Write numerical kernels as ordinary math on fixed-size array tiles. The compiler lowers them to loops, SIMD, and (when proved) OpenMP — you do not call __li_simd_* in application or Tier 1 benchmark code.

Surface (you write) Status in lic today Tier 1 bench
dot(a, b) / a @ b on array[N, float] Implemented simd_dot
C = A @ B on array[M, array[K, float]] Implemented (fixed shapes) matmul_naive
Blocked IKJ C[i][j] += … on tiles Implemented (manual loops) matmul_blocked
sum(a) on array[N, int\|float] Implemented
Element-wise a * b on arrays Implemented (2i-a)
@vectorized(lanes=4) / @no_vectorize on def Policy + array SIMD gate (7d-b)
@vectorized on for Parse only
@parallel on def / loops Policy + OpenMP when proved

See also: Linear algebra, Fast math & parallelism, math/linalg plan.


Dot product (1d)

dot(x, y) and x @ y are the same when x and y are both array[N, float] with the same N.

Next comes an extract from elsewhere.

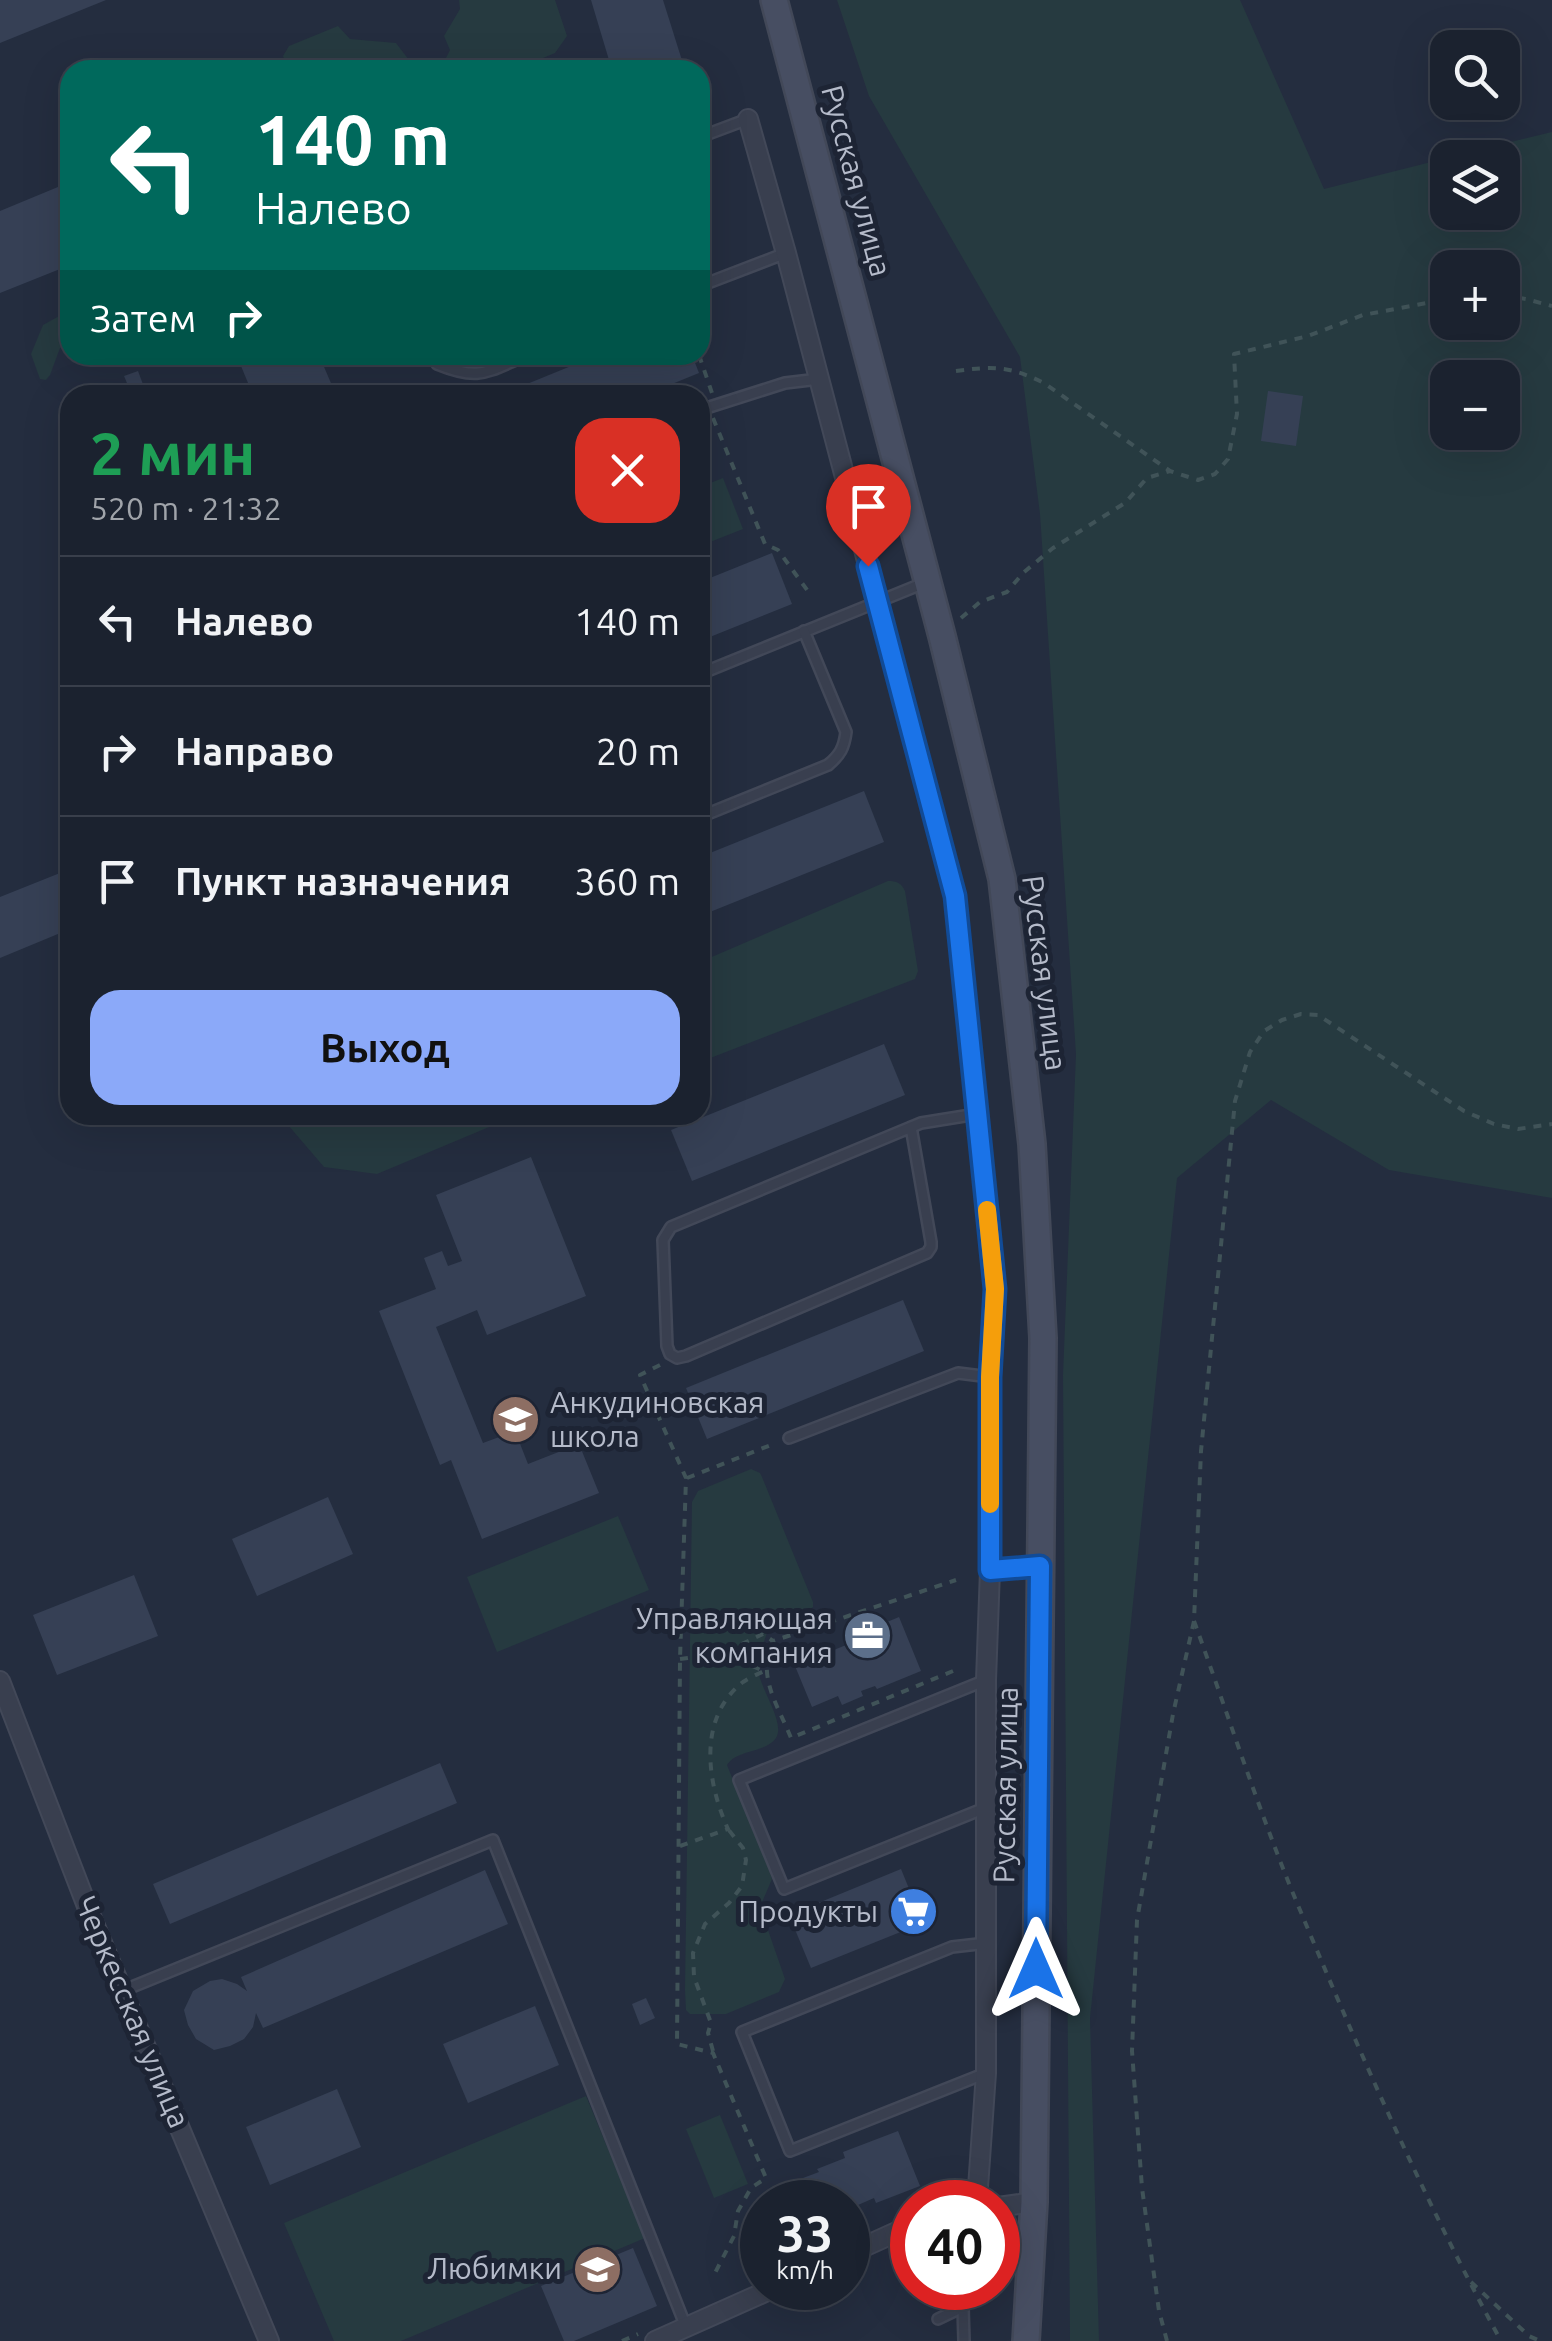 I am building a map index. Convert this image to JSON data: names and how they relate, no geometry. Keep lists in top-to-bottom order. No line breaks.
{"streets":{"street":["Русская улица","Черкесская улица"]},"places":{"school or university":["Анкудиновская школа","Любимки"],"office":["Управляющая компания"],"supermarket":["Продукты"]},"page":{"map_buttons":["+","−"],"turn":["140 m","Налево"],"then":"Затем","heading":["2 мин","520 m · 21:32"],"list":[{"name":"Налево","value":"140 m"},{"name":"Направо","value":"20 m"},{"name":"Пункт назначения","value":"360 m"}],"buttons":"Выход","speed":"33 km/h","limit":"40"}}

def dot3(x: array[4, float], y: array[4, float]) -> float
  requires true
  ensures result >= 0.0
  decreases 0
=
  return x @ y

def main() -> int
  requires true
  ensures result == 0
  decreases 0
=
  var x: array[4, float]
  var y: array[4, float]
  var i: int = 0
  while i < 4
    x[i] = 1.0
    y[i] = 2.0
    i = i + 1
  var s: float = dot3(x, y)
  return 0

Shape error (compile fail): mismatched lengths — li-tests/math_linalg/array_dot_mismatch.li.

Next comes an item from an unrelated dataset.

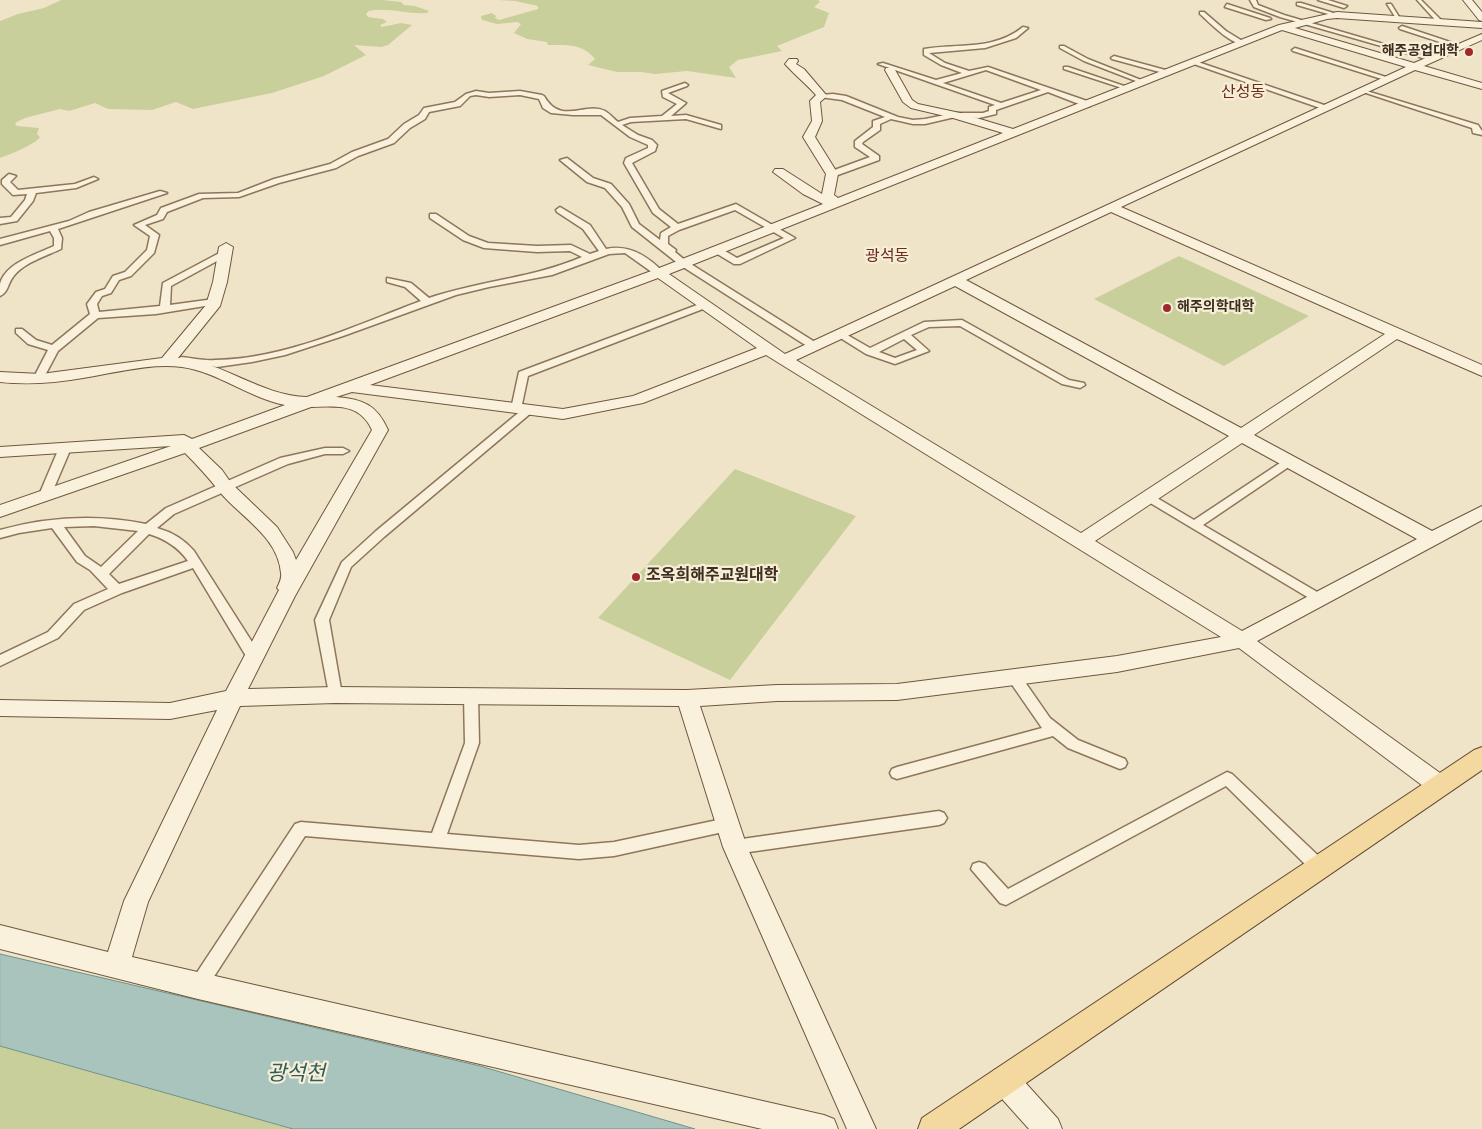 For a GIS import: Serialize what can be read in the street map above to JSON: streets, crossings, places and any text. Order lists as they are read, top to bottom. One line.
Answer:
{"districts":["산성동","광석동"],"water":["광석천"],"places":["해주공업대학","해주의학대학","조옥희해주교원대학"]}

Large workloads: Tier 1 simd_dot uses repeated array[40000, float] tiles (see benchmark main.li); no intrinsics in the user file.


AXPY (scalar loop form)

Until element-wise alpha * x + y on whole arrays lands, express AXPY with an index loop (still math — no simd(...)):

def axpy(alpha: float, x: array[8, float], y: array[8, float]) -> unit
  requires true
  ensures true
  decreases 0
=
  var i: int = 0
  while i < 8
    y[i] = alpha * x[i] + y[i]
    i = i + 1

def main() -> int
  requires true
  ensures result == 0
  decreases 0
=
  var x: array[8, float]
  var y: array[8, float]
  var i: int = 0
  while i < 8
    x[i] = 1.0
    y[i] = 0.0
    i = i + 1
  axpy(2.0, x, y)
  return 0

Target form (Phase 2i/7e): same semantics with @vectorized(lanes=8) on the loop; decorators elaborate when 7d lowering is complete.


Matrix multiply (2d @)

Fixed 2d tiles use nested arrays: array[M, array[K, float]] @ array[K, array[N, float]]array[M, array[N, float]].

def main() -> int
  requires true
  ensures result == 0
  decreases 0
=
  var A: array[2, array[3, float]]
  var B: array[3, array[2, float]]
  var C: array[2, array[2, float]]
  A[0][0] = 1.0
  B[0][0] = 1.0
  C = A @ B
  return 0

Inner dimension mismatch fails at compile time — li-tests/math_linalg/matmul_dim_mismatch.li.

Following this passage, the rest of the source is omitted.